• [What you have to do]: Transcribe, leaving out every picture, the lines that run from the start of the listing below through the line with "for (let i = 2;".

##############################

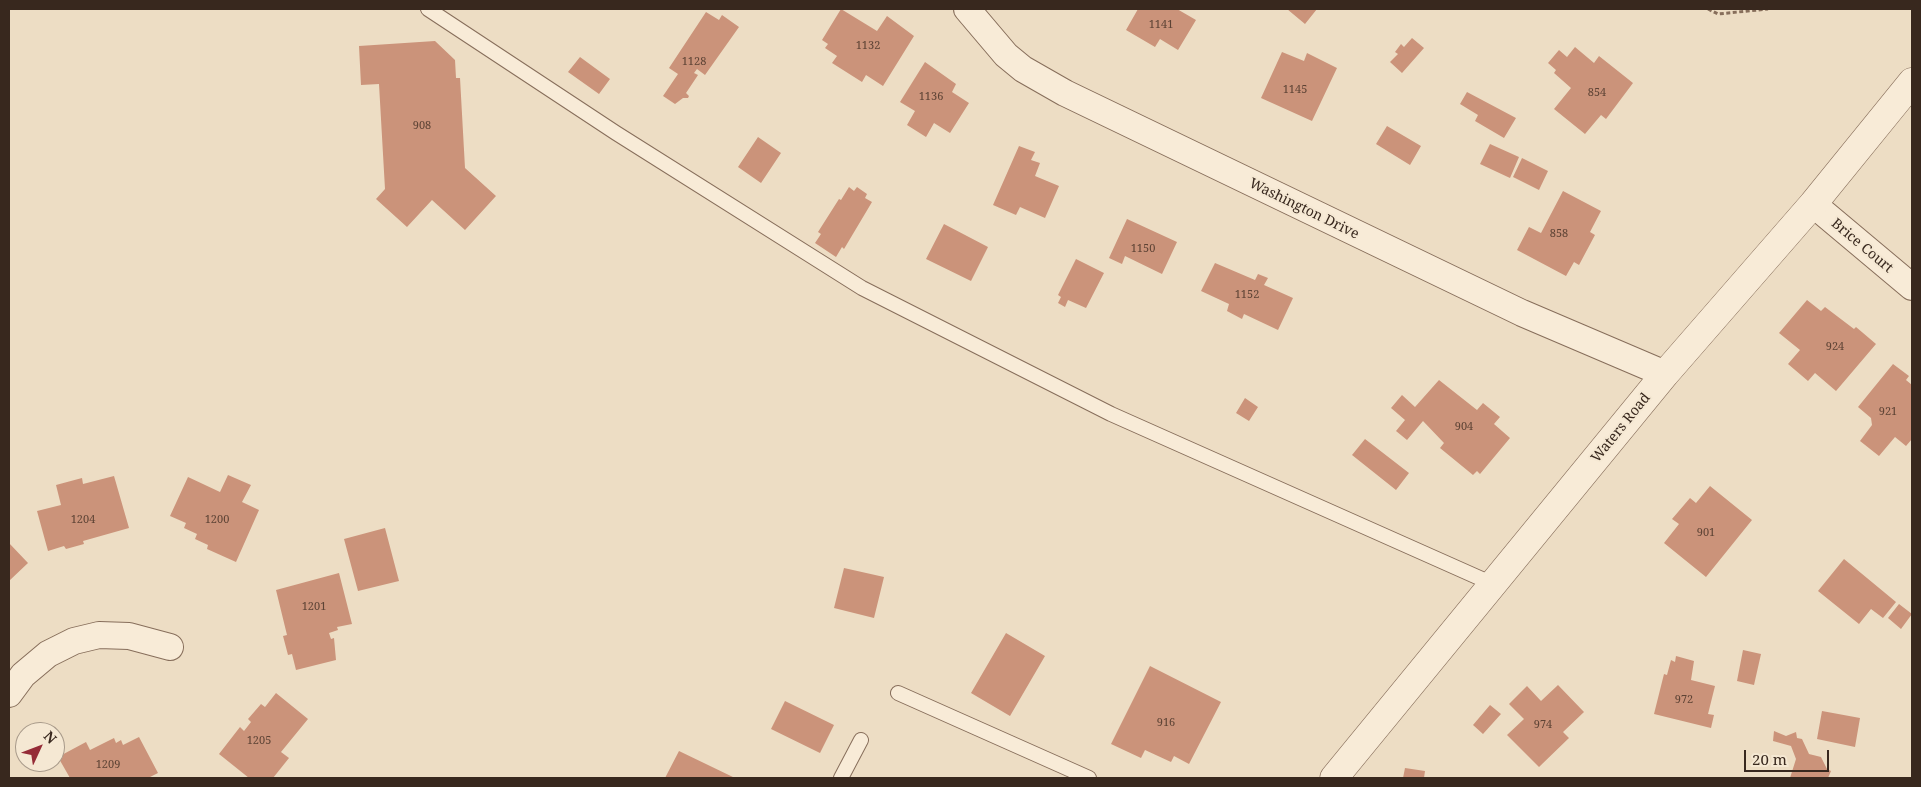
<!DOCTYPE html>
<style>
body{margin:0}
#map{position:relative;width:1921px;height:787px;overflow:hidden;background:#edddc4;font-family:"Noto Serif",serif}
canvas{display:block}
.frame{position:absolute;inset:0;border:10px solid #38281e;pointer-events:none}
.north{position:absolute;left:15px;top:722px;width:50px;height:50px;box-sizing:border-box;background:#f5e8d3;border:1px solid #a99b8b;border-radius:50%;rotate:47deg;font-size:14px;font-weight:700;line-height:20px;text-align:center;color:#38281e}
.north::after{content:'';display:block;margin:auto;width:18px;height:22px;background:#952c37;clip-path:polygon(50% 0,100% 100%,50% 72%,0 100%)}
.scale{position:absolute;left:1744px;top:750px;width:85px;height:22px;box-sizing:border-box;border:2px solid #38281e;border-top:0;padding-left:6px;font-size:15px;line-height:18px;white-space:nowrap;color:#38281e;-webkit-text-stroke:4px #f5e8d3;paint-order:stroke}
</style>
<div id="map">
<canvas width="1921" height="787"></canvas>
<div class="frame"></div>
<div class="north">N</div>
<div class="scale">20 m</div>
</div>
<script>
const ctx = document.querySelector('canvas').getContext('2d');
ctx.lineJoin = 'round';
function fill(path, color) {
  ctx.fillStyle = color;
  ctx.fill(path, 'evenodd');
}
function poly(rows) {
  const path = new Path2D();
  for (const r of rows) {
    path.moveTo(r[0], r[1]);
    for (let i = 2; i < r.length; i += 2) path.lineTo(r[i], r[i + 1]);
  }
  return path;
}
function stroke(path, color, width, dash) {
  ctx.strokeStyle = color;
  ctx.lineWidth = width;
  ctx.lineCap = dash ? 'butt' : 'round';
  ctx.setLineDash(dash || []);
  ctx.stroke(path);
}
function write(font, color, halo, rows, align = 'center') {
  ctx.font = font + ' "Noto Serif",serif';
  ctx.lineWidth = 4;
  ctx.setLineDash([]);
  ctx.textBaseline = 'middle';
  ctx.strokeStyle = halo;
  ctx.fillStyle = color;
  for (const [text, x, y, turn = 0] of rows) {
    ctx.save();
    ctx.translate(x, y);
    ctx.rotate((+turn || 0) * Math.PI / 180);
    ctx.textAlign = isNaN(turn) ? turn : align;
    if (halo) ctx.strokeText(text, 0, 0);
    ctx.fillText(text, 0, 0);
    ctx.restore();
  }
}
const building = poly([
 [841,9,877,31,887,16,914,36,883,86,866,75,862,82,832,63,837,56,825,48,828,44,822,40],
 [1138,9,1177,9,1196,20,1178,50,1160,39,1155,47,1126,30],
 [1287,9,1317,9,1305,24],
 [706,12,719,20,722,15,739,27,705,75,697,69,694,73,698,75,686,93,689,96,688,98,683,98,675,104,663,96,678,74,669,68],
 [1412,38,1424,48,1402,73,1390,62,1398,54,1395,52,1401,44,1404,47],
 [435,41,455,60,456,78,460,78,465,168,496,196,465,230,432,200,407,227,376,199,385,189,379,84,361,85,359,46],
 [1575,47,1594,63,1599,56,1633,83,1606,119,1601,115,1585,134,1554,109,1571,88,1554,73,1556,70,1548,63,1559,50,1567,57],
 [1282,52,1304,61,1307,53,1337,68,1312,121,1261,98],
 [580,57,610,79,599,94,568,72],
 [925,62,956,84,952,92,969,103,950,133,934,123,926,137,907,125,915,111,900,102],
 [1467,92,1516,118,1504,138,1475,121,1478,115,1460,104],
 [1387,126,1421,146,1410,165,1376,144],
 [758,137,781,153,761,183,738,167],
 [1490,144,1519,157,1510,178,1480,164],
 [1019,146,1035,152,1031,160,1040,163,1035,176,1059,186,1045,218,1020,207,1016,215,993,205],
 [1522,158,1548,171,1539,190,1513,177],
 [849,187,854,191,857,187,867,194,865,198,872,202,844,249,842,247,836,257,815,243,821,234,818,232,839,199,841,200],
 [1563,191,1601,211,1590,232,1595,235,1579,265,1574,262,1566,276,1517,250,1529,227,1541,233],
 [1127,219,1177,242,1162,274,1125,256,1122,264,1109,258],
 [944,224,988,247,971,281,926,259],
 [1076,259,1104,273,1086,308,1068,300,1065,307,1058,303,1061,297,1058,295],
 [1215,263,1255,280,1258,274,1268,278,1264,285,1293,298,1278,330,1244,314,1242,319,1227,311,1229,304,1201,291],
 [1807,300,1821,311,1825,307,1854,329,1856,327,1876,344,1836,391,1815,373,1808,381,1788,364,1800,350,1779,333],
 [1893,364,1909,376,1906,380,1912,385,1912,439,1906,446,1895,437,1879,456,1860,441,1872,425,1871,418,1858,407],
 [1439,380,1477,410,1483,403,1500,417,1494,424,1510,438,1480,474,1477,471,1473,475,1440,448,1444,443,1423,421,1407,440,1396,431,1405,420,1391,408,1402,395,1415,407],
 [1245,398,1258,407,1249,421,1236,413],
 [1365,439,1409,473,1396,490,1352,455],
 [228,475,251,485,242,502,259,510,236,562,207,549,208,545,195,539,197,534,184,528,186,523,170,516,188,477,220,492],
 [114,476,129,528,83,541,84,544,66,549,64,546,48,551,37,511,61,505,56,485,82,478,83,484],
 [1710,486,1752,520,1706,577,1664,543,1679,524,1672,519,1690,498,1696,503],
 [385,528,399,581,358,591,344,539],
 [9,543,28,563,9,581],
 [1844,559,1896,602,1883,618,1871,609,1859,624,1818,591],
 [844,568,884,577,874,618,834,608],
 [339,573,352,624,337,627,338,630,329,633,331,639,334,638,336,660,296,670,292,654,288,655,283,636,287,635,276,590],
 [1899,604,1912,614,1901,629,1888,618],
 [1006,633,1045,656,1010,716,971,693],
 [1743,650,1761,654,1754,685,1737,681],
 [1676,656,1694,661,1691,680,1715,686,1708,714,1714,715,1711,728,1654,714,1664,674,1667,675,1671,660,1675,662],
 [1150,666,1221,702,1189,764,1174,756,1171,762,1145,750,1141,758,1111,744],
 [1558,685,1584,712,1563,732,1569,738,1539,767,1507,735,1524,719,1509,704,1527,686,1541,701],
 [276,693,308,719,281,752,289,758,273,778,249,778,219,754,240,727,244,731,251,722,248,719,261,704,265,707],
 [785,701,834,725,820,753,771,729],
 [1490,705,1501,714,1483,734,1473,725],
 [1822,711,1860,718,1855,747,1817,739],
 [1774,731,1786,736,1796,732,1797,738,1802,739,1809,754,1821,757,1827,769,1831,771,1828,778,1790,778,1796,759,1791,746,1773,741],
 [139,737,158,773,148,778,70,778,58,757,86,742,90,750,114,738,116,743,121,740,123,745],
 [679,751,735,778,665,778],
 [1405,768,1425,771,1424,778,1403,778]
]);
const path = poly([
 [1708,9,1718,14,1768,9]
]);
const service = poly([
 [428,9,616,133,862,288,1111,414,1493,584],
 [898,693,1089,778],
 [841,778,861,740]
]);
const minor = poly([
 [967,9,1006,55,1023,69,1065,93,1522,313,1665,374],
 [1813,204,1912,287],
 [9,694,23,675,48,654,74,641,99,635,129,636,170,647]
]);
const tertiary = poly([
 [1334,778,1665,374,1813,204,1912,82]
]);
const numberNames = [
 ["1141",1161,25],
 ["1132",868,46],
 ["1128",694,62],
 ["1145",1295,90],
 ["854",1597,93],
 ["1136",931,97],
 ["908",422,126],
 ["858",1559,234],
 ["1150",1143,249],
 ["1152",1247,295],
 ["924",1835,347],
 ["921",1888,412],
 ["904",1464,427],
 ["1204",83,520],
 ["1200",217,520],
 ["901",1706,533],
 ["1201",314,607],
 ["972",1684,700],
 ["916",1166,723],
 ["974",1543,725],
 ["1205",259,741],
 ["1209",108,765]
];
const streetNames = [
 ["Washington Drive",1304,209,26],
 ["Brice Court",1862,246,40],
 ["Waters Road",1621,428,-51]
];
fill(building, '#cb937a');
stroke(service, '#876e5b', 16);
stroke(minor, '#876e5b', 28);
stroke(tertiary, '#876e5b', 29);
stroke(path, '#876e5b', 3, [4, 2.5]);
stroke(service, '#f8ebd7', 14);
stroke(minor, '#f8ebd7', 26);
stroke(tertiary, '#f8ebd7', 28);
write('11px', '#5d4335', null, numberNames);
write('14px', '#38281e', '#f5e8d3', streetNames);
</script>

##############################

• [Your solution]:
<!DOCTYPE html>
<style>
body{margin:0}
#map{position:relative;width:1921px;height:787px;overflow:hidden;background:#edddc4;font-family:"Noto Serif",serif}
canvas{display:block}
.frame{position:absolute;inset:0;border:10px solid #38281e;pointer-events:none}
.north{position:absolute;left:15px;top:722px;width:50px;height:50px;box-sizing:border-box;background:#f5e8d3;border:1px solid #a99b8b;border-radius:50%;rotate:47deg;font-size:14px;font-weight:700;line-height:20px;text-align:center;color:#38281e}
.north::after{content:'';display:block;margin:auto;width:18px;height:22px;background:#952c37;clip-path:polygon(50% 0,100% 100%,50% 72%,0 100%)}
.scale{position:absolute;left:1744px;top:750px;width:85px;height:22px;box-sizing:border-box;border:2px solid #38281e;border-top:0;padding-left:6px;font-size:15px;line-height:18px;white-space:nowrap;color:#38281e;-webkit-text-stroke:4px #f5e8d3;paint-order:stroke}
</style>
<div id="map">
<canvas width="1921" height="787"></canvas>
<div class="frame"></div>
<div class="north">N</div>
<div class="scale">20 m</div>
</div>
<script>
const ctx = document.querySelector('canvas').getContext('2d');
ctx.lineJoin = 'round';
function fill(path, color) {
  ctx.fillStyle = color;
  ctx.fill(path, 'evenodd');
}
function poly(rows) {
  const path = new Path2D();
  for (const r of rows) {
    path.moveTo(r[0], r[1]);
    for (let i = 2; i < r.length; i += 2) path.lineTo(r[i], r[i + 1]);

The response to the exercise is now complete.